Ceux-ci poursuivent alors leur propre interrogatoire de Campbell, jusqu'à l'arrivée d'une jeune femme qui s'adresse en anglais à l'aviateur et qui lui demande quel type de bombes son appareil transportait. Il en comprend les raisons lorsque la jeune fille lui explique que trois jeunes hommes du village avaient été grièvement blessés - l'un d'entre eux était même devenu aveugle - suite à l'explosion tardive d'une bombe d'un avion tombé la veille non loin de là. Par la suite, le fermier le fait se cacher dans une remise proche, l'installe dans un char à bœufs où il le recouvre de gerbes de blé, lui disant de ne bouger de là sous aucun prétexte.
De sa cachette, Campbell entend le vrombissement des bombardiers de son Groupe en retour de mission. Deux heures se passent. Le fermier revient le chercher, l'invitant à le suivre vers une autre maison. Ils marchent dans un champ et le fermier se dirige vers une meule de foin… d'où sort son radio, Ben Lyons. Les deux aviateurs sont alors amenés à la maison (plutôt la ferme) de "Mr. ARTHUR", qui s'y trouve avec sa femme et deux jeunes hommes que Campbell et Lyons prennent d'abord pour leurs enfants. En fait, il s'agit de deux aviateurs descendus la nuit précédente, un Anglais et un Canadien. Ces derniers passent la nuit dans la maison, tandis que Campbell et Lyons, faute de place, logent dans une meule de foin. Par recoupement, nous avons pu identifier en mars 2014 cet "Arthur" comme étant le cantonnier Arthur JOUSSEAUX, habitant avec son épouse Marie à Bassonville, à environ 2 km à l’est de Lutz-en-Dunois, près de Châteaudun.
Dans la matinée, tandis qu'ils prennent un repas, une bombe de leur avion explose, faisant trembler la maison. Le système de retardement "9 heures" avait fonctionné. La maison, se trouvant au bord d'une route, il arrivait souvent que des soldats allemands s'y arrêtent pour acheter des œufs ou s'abreuver en eau. Les fermiers s'arrangent toujours pour avertir les aviateurs, qui ont alors plus ou moins de temps pour aller se cacher.
Un jour, le fermier prend Campbell à part pour lui apprendre que son copilote, le Lt Giffin, était mort de ses blessures quelques heures après le crash de l'avion. Peu de temps après, le fermier amène à son domicile deux autres membres de son équipage, Donaldson et Jones. Ce dernier avait été touché dans l'avion en perdition et portait des éclats d'obus dans les jambes et sous les bras. Plus tard, suite au risque grandissant de voir les allemands finalement les trouver et passer tout le monde par les armes, la fermière fait comprendre qu'elle ne pouvait plus héberger tous ces aviateurs.

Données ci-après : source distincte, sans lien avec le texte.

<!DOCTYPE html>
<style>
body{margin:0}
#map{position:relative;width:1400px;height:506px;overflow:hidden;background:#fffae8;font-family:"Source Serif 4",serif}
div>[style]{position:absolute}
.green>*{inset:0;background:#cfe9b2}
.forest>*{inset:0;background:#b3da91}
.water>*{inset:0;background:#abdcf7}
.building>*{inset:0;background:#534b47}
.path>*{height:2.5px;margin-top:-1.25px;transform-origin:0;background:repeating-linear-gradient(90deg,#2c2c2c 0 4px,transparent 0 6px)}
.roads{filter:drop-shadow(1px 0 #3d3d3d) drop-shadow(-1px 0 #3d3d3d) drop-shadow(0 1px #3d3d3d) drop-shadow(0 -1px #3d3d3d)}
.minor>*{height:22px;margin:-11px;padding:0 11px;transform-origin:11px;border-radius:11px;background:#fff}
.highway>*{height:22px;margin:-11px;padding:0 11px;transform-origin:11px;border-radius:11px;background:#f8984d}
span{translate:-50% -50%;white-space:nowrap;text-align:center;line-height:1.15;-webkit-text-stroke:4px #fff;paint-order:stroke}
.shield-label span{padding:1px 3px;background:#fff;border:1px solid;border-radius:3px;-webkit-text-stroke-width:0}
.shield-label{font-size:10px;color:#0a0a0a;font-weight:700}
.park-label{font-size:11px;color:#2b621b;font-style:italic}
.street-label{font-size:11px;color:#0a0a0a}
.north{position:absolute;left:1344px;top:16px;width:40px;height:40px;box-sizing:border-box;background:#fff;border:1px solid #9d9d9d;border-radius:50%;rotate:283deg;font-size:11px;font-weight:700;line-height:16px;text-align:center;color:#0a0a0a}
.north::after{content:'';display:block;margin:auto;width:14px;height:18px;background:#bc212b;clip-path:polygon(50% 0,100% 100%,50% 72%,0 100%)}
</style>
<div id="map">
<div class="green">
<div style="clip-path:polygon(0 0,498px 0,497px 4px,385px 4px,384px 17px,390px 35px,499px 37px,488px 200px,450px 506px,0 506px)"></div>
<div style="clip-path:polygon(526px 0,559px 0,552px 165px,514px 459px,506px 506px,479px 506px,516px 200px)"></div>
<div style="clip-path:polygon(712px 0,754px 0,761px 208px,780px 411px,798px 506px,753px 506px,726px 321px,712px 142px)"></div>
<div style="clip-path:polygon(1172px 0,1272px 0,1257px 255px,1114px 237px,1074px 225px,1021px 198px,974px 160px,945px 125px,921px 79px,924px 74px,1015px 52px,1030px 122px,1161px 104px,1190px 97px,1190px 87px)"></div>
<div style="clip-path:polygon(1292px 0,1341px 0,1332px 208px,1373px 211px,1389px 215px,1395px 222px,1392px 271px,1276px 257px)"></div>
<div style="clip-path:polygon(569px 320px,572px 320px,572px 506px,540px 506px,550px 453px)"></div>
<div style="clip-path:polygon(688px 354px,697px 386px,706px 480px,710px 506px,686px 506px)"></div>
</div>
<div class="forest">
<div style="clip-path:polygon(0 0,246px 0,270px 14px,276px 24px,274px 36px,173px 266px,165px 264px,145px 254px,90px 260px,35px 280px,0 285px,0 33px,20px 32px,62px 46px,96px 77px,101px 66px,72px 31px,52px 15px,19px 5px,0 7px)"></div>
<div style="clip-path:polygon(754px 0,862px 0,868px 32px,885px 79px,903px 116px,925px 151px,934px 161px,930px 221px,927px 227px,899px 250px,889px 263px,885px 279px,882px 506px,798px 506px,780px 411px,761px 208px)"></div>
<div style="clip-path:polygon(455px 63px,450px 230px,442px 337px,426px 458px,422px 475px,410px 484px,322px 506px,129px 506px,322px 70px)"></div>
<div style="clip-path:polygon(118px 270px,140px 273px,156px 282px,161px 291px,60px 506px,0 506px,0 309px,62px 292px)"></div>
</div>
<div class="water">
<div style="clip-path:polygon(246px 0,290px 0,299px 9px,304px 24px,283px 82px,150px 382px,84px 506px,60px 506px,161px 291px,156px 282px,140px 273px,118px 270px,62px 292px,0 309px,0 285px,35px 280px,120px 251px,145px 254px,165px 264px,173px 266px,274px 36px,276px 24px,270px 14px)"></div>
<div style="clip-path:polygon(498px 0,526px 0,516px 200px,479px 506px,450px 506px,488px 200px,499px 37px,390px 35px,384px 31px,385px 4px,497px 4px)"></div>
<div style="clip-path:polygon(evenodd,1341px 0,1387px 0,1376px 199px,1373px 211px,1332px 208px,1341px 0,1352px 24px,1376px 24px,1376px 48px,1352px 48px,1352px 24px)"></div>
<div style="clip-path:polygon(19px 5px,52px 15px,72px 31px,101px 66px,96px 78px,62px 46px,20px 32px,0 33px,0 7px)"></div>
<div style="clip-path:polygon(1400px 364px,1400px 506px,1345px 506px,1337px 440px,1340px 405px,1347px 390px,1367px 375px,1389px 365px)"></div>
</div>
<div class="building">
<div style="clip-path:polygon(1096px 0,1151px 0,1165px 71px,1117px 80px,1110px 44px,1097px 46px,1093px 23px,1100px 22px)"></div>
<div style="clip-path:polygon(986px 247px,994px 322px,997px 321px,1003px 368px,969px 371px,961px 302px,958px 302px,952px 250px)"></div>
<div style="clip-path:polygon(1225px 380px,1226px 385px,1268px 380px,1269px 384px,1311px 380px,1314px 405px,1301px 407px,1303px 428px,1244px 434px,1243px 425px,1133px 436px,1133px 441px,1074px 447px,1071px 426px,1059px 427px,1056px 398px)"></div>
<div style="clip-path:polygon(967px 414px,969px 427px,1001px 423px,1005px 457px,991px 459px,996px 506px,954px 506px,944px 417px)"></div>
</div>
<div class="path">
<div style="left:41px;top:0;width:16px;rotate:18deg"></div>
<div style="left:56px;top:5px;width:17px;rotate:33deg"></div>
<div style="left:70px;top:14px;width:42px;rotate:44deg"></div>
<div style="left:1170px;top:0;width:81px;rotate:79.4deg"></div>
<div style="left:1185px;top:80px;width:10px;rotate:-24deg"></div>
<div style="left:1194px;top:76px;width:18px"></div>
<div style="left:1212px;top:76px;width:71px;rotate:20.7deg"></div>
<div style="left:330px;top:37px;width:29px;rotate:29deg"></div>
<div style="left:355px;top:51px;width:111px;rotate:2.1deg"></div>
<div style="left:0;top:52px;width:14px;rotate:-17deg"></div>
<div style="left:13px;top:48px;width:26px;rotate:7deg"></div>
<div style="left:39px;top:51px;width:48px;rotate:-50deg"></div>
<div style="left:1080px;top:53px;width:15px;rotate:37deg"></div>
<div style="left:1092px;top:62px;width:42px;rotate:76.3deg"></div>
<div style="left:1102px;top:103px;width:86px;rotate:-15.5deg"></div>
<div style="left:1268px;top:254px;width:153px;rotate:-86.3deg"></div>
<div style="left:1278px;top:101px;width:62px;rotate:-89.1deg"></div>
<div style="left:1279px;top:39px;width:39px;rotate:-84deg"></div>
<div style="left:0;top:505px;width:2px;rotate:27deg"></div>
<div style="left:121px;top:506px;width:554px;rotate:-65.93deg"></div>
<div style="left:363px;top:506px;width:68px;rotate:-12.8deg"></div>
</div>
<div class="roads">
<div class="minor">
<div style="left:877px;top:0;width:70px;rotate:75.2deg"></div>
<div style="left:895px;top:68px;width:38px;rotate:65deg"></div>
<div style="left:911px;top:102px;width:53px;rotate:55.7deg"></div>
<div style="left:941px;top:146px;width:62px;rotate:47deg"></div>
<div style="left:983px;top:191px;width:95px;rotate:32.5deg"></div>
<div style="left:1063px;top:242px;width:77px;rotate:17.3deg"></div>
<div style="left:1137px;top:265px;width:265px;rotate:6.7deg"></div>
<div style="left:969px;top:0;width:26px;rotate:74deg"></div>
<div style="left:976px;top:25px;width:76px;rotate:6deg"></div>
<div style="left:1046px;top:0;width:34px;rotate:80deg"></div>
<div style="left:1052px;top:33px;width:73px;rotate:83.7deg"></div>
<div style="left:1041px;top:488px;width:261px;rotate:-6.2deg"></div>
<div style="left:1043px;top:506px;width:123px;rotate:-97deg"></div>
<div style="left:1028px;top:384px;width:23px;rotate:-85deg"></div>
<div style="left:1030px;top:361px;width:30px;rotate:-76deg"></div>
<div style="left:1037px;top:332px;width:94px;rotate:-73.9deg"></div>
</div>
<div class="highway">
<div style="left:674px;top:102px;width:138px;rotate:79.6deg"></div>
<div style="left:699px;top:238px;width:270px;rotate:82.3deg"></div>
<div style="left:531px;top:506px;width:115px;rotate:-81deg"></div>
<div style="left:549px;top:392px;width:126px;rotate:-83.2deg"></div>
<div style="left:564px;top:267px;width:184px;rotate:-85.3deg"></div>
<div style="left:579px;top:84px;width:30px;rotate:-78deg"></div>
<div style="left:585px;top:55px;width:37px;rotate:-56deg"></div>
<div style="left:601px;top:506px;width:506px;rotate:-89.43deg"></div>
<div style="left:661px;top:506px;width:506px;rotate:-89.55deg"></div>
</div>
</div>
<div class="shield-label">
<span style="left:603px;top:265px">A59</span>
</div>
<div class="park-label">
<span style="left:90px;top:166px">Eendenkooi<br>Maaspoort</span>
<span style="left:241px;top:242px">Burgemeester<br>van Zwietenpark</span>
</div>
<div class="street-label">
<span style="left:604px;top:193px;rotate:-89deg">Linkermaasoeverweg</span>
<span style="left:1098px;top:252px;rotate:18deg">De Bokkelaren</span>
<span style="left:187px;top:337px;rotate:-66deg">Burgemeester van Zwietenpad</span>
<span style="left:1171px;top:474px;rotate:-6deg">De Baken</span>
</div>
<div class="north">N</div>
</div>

La veille de leur départ, une activité plus grande autour de la maison ainsi que des visites de civils inconnus, font comprendre aux quatre hommes que quelque chose se prépare. Le 31 juillet, vers midi, vêtus d'effets civils, ils se mettent en route à pied avec un guide en direction d'un camp dans une forêt. Selon Marcel LIGER, c'est lui qui était parti en éclaireur sur la route menant au Maquis, accompagné de six autres évadés…
Se déplaçant par paires, Campbell accompagne Jones, tandis que Donaldson marche avec Lyons. Comme les blessures de Jones le font boiter, on lui donne un vélo. Les instructions étant qu'ils ne parlent à personne et ne fassent aucun signe à qui que ce soit en cours de route, ils ne répondent pas au discret signe de la main que leur fait leur mitrailleur Sam Harvey qui les dépasse sur la route, assis entre deux hommes sur une charrette tirée par un cheval. En chemin, ils doivent se cacher à l'approche d'une limousine noire emportant des officiers allemands vraisemblablement en retraite accélérée.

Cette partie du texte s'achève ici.